The self-immolations are illustrating exactly how deep
opposition to Chinese rule runs in Tibetan society. Chinese commentators have frequently claimed
that trouble in Tibet is being stirred up by a small number of criminals and
terrorists who want to return the Dalai Lama and his Gelug school of Tibetan Buddhism
to the throne. Any slight hint of believability
that this narrative has comes from the fact that monastaries, frequently Gelug,
have been central to much of the resistance ever since the Chinese first
arrived. Over the last year, however,
self-immolations have come from a wider and wider base. Recent burnings have come from young
schoolgirls, middle-aged parents, farmers and nomads, and an aging
grandfather. The community has generally
treated them as heroes, with bystanders fighting riot police to keep their
bodies out of the hands of the authorities, shops being closed in mourning, entire
towns defying restrictions to attend memorials, and cremations of immolators
taking place in areas normally reserved for the cremations of high lamas. Popular singers are composing odes in their
honor, protests are following the burnings, and people are risking their safety
to send images and videos of the immolations to their friends inside and
outside of Tibet. Most recently there
were reports of a two-day hunger strike in late November, undertaken by a
number of well-to-do Tibetans in solidarity with the immolators.

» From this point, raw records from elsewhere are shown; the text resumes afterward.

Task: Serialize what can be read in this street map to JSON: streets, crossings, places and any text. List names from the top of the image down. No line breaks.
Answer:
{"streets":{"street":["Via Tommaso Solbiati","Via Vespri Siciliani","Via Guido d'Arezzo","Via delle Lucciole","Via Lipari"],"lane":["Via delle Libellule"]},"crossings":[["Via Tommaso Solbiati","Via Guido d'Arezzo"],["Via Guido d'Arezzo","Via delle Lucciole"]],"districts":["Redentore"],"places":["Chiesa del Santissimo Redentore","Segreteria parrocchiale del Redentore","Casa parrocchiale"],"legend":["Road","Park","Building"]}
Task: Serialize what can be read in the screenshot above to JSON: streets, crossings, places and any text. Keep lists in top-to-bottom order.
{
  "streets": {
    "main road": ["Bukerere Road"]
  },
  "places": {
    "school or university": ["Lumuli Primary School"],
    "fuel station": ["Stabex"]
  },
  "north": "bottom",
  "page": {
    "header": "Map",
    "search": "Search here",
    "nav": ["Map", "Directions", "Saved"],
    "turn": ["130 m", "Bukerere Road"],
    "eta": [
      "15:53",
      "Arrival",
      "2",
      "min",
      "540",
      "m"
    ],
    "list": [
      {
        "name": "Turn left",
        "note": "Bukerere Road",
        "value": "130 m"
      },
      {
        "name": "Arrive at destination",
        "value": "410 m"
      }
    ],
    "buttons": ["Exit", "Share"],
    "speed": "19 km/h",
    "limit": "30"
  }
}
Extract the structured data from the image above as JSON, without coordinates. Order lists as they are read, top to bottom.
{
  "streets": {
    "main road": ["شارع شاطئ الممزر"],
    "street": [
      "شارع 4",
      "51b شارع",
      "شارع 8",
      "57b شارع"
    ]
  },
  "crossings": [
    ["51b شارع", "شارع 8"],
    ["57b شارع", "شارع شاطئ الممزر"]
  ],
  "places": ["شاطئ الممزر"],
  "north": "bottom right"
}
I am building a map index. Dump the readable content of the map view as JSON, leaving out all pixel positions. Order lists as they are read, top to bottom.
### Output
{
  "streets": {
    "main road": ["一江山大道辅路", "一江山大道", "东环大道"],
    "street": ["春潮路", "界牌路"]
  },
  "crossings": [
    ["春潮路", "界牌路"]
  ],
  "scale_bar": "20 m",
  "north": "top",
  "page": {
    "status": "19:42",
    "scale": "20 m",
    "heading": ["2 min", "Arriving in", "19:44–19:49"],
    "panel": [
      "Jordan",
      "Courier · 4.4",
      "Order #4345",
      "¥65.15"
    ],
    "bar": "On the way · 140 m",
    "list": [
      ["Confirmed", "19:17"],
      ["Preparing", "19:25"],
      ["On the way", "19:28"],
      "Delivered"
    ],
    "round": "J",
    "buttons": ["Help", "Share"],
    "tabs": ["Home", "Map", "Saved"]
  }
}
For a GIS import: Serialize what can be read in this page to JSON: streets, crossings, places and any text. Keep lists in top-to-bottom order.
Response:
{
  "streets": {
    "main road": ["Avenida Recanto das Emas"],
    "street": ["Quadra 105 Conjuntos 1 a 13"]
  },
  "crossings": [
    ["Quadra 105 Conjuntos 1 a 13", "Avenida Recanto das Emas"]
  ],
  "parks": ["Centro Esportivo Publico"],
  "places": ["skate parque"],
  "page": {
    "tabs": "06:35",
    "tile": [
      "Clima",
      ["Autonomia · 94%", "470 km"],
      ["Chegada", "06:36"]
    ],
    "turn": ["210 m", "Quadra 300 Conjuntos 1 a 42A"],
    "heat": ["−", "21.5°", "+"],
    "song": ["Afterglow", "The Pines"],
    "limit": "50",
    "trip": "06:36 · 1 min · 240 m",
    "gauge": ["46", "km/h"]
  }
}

Tibetans have been trying to send messages with their
immolations, and to some extent they seem to be successfully doing so. In particular, a cluster of self-immolations
near the start of the Party Congress appear to have been an attempt to force
incoming leader Xi Jinping to deal with the Tibet issue. As the toll has risen, the EU, US, and UN
have begun to slowly swing into gear.
All three would perhaps rather ignore the issue, but that’s becoming
less of an option as the 100th self-immolation approaches. Although exactly what they’ll do remains to
be seen, simply mentioning Tibet during talks with China and then checking off
that box is hopefully becoming less feasible.
News of the self-immolation crisis is slowly leaking out within China,
too, although Beijing’s (largely successful) efforts to keep the Han Chinese
majority from understanding the Tibet issue are complicating the conclusions ordinary
Chinese draw from hearing about it.
Finally, given that self-immolations have occurred in every major region
of Tibet except for the largely unpopulated Ngari, it seems that immolations as
a form of communication between Tibetans, calling them to take action and stand
together, are certainly having an effect.
Where it goes from here is going to depend on what the
Chinese government does.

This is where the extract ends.